Le patriarche maronite s’est vu forcé d’affirmer, dans l’homélie du dimanche d’entrée dans le Grand Carême, que profitant de la vacance présidentielle, certains postes administratifs sont «arrachés» aux chrétiens et confiés à d’autres communautés.
Mais le chef de l’Église maronite, la personne morale, physique et mystique responsable de la fondation en 1920 de l’État libanais, sait bien que l’année dernière, il a lancé une initiative peu fructueuse, en invitant l’ensemble des 64 députés chrétiens à une «journée spirituelle de jeûne et de prière» le 5 avril 2023, en appelant certains à leur «conscience» pour qu’ils acceptent… de se parler.

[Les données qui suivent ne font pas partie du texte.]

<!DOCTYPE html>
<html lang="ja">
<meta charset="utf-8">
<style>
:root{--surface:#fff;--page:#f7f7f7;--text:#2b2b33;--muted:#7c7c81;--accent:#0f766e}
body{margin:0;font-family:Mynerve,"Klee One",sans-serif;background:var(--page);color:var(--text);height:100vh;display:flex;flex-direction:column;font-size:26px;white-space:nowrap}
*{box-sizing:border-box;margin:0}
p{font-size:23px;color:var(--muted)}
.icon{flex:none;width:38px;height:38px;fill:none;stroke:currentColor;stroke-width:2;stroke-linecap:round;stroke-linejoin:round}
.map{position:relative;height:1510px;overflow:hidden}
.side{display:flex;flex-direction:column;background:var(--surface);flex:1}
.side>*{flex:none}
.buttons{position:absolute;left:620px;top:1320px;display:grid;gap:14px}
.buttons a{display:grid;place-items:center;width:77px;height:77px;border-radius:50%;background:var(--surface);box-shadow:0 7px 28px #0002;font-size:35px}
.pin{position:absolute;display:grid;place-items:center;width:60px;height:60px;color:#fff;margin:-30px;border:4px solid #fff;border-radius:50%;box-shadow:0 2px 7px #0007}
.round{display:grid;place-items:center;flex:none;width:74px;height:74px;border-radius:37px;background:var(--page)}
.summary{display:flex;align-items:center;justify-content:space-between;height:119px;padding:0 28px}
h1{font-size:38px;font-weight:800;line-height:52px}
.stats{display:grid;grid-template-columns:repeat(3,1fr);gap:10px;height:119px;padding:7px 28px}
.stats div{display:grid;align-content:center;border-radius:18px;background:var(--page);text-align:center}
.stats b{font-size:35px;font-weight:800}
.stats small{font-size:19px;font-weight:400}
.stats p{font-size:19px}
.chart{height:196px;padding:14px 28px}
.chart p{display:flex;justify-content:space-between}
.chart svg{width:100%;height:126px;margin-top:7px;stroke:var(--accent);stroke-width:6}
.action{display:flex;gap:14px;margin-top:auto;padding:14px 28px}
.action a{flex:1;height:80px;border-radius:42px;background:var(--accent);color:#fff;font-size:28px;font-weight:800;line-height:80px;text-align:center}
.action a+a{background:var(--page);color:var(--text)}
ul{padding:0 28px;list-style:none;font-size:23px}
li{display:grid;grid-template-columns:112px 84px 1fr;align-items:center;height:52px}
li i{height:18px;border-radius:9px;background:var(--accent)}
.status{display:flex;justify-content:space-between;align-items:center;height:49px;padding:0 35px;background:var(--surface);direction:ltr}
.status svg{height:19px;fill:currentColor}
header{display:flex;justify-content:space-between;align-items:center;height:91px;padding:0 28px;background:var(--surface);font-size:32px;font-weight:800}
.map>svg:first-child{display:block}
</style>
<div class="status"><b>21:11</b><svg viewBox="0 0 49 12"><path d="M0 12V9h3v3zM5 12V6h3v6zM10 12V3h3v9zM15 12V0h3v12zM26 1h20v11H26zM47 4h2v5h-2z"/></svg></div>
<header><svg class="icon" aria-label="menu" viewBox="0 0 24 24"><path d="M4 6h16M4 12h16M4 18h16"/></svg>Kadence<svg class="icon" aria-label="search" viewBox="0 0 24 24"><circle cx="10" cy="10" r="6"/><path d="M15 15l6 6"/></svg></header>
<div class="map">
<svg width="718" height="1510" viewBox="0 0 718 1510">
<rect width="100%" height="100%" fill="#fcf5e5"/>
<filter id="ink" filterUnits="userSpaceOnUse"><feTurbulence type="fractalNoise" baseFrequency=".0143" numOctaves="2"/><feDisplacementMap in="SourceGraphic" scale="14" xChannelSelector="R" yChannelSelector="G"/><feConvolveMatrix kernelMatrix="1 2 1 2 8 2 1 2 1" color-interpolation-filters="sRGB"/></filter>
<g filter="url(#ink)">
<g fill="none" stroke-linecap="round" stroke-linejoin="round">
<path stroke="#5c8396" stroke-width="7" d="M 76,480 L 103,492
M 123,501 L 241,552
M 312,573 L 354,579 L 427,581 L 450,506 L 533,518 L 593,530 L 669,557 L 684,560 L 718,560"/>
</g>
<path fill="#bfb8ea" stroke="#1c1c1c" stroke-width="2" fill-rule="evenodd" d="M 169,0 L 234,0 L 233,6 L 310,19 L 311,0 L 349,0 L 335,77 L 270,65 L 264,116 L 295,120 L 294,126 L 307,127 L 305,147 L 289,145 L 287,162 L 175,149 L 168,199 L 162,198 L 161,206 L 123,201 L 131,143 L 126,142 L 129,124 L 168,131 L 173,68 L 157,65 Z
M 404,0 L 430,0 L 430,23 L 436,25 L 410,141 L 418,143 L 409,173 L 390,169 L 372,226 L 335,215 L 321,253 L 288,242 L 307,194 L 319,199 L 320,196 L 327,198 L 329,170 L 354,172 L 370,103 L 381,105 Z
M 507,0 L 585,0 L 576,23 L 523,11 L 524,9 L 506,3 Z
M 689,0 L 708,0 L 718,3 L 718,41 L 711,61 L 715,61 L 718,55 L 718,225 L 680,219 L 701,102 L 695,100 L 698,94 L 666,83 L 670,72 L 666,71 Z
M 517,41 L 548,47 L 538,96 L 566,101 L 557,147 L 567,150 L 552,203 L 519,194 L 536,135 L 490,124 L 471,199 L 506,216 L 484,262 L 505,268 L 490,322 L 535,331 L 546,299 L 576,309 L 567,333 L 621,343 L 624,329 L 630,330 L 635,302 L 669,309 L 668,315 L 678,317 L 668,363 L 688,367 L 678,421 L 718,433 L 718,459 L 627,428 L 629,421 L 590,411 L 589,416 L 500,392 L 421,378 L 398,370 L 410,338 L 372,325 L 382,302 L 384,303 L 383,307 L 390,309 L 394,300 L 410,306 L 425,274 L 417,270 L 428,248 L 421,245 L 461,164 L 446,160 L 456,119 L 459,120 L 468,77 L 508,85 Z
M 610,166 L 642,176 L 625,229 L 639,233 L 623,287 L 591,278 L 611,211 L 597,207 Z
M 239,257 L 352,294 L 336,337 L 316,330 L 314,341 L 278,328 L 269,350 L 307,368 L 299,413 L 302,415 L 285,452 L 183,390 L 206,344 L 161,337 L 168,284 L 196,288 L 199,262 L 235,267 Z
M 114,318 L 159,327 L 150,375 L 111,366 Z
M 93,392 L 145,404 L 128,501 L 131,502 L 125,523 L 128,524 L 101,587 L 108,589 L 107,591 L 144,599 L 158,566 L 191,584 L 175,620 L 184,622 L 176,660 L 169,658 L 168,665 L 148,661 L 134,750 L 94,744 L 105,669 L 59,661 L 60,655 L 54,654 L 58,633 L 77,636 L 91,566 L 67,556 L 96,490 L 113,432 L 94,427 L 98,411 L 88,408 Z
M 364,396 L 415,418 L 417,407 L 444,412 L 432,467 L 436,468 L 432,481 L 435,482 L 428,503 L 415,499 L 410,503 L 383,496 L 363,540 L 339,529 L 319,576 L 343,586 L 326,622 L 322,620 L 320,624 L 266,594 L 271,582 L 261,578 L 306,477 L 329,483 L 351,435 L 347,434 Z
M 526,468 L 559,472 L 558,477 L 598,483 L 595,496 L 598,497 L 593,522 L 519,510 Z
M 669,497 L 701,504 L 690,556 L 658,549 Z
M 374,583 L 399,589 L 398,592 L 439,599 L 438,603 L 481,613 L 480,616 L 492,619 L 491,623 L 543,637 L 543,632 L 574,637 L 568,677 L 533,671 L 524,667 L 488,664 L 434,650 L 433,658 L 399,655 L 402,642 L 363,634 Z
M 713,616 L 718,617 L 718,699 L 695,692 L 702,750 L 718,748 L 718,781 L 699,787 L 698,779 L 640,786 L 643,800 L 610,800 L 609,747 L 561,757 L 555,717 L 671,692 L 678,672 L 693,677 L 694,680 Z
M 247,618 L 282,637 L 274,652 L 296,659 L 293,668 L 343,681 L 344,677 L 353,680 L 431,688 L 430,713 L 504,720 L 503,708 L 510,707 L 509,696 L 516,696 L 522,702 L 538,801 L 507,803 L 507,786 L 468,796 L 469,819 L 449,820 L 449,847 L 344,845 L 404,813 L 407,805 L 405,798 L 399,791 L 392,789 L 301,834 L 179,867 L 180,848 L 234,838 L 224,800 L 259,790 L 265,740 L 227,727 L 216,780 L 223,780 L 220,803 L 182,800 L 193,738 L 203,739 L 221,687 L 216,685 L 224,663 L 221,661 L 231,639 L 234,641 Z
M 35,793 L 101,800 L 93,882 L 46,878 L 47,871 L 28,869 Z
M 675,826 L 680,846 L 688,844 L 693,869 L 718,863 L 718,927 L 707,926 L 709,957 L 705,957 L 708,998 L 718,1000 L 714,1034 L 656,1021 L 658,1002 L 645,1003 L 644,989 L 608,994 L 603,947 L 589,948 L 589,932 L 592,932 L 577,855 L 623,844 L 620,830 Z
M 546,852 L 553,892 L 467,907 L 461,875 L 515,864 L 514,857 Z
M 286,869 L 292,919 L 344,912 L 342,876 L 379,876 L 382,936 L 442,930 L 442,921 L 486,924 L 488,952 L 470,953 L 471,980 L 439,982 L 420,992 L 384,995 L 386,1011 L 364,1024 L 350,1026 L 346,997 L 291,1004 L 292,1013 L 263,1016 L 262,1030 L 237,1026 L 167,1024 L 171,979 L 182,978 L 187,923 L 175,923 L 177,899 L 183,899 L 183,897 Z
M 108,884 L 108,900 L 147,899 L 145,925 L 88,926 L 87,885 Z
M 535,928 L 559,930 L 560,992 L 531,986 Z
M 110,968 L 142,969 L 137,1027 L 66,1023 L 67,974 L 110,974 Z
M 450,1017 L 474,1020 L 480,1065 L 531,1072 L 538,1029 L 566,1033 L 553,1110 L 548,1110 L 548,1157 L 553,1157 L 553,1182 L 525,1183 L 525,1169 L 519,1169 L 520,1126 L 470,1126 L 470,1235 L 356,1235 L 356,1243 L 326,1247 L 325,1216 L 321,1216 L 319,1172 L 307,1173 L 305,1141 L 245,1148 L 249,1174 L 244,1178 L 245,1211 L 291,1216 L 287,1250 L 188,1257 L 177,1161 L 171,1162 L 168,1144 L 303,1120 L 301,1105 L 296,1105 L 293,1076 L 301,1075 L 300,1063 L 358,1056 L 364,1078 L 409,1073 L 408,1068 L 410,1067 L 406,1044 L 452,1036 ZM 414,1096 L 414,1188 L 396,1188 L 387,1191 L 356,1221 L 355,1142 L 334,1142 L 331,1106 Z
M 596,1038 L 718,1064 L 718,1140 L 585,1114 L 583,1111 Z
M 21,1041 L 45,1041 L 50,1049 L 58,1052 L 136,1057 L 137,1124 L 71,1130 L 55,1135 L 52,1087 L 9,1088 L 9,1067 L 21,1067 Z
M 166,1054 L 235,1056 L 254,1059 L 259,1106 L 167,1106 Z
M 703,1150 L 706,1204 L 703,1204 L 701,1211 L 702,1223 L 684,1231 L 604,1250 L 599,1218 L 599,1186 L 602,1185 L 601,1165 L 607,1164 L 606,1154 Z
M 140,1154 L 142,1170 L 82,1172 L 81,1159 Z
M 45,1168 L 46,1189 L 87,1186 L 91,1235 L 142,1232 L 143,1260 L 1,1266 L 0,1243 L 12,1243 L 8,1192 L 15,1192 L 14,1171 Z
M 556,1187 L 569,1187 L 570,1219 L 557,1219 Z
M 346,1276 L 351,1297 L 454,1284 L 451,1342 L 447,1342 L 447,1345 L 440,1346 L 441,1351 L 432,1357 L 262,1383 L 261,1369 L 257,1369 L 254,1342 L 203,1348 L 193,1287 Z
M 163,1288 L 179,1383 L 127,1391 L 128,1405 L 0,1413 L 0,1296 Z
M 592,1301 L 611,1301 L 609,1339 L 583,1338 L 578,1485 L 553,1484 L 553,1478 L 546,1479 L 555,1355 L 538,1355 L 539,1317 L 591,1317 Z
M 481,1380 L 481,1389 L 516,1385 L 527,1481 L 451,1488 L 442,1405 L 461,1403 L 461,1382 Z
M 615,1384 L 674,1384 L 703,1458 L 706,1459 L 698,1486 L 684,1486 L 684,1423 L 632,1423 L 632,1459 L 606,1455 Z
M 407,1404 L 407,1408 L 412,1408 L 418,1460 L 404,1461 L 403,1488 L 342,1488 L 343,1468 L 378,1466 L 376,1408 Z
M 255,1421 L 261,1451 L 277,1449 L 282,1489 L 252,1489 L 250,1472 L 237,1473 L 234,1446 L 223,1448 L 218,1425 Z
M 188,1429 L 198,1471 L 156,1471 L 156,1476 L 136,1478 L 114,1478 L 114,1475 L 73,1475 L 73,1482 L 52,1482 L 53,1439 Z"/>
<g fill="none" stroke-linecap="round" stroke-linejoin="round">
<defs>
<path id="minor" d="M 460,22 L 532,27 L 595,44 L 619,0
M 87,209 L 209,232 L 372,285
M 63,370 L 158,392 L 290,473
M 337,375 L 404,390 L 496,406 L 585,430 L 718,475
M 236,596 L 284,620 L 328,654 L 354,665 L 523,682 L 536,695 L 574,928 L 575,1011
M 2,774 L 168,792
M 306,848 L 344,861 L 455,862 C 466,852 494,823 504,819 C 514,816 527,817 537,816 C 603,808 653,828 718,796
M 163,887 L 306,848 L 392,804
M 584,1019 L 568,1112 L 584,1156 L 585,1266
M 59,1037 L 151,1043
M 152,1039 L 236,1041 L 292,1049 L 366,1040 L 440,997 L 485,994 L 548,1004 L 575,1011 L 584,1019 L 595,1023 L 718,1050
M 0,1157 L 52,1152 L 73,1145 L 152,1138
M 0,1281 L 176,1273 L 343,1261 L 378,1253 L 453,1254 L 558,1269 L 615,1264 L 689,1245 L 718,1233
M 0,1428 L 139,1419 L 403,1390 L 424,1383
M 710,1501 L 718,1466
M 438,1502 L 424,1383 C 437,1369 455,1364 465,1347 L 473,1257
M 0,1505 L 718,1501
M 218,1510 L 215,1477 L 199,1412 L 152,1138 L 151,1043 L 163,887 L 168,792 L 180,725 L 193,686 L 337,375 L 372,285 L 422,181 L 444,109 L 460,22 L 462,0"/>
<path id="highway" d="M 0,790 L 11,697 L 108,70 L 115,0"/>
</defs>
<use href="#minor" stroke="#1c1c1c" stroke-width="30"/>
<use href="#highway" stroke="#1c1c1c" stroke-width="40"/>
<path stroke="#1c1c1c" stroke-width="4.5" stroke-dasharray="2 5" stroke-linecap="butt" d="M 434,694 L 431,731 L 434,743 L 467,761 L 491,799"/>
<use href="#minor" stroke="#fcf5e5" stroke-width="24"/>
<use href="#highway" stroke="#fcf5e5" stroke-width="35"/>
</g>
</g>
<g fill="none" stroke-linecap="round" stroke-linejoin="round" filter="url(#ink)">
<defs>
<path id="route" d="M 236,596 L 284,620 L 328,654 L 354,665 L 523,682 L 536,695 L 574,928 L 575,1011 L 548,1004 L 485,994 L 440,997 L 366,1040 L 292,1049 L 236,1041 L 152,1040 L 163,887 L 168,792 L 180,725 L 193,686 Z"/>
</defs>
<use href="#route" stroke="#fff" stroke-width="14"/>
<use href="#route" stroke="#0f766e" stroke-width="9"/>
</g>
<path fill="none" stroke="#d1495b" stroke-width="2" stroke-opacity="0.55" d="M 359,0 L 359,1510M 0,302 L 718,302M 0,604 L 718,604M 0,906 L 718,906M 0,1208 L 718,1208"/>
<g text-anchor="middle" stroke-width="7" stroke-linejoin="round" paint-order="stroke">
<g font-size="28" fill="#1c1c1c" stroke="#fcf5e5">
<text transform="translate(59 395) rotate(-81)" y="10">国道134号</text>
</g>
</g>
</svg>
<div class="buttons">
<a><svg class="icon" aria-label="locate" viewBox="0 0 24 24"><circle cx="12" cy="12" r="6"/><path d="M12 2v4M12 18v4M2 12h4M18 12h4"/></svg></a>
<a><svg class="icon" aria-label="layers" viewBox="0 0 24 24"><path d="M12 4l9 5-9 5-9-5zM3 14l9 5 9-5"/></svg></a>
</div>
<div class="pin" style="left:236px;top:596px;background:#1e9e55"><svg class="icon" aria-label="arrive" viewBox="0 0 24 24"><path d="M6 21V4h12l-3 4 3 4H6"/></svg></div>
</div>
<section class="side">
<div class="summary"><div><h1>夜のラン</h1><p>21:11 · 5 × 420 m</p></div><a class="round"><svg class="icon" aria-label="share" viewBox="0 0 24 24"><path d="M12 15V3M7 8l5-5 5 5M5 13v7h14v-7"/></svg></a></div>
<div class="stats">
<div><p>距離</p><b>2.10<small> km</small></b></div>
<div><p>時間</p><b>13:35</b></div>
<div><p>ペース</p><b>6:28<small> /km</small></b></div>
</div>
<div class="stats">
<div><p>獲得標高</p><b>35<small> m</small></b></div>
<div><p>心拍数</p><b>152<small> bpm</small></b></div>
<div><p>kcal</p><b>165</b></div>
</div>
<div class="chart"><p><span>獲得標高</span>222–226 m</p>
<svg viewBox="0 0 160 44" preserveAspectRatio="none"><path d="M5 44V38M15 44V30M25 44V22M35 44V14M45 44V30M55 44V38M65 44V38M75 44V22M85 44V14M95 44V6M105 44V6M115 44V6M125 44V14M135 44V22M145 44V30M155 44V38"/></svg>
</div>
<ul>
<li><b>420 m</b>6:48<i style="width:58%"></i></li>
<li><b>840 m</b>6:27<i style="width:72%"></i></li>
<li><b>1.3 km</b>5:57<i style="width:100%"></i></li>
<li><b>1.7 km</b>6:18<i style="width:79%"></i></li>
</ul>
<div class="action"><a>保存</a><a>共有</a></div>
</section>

Les chrétiens du Liban doivent réaliser que s’ils sont privés de leur rôle, c’est à leurs querelles intestines qu’ils le doivent. Ils doivent se rappeler aussi toujours que leur «rôle» est infiniment plus élevé que celui des quelques postes qu’ils craignent de perdre. Qu’on pense, par exemple, au rôle crucial des écoles chrétiennes, qui scolarisent environ le tiers des jeunes Libanais. C’est bien grâce à elles que s’opère un certain transfert de compétence et un juste rapport entre raison et foi, à toutes les communautés du Liban. Faut-il donc leur reprocher le nombre d’inscrits musulmans? Au demeurant, compte tenu de l’hémorragie humaine de ces dernières années, peut-on encore remplir des classes avec ce qui reste d’écoliers chrétiens au Liban?
La crise d’octobre 2019 a été diagnostiquée par la plupart des observateurs comme étant une crise éthique, sinon morale. Gouverné vaille que vaille, infesté de corrompus, le Liban s’est soulevé quand le gouvernement a voulu taxer des communications gratuites pour renflouer un Trésor pillé. Qu’est-ce qui a changé?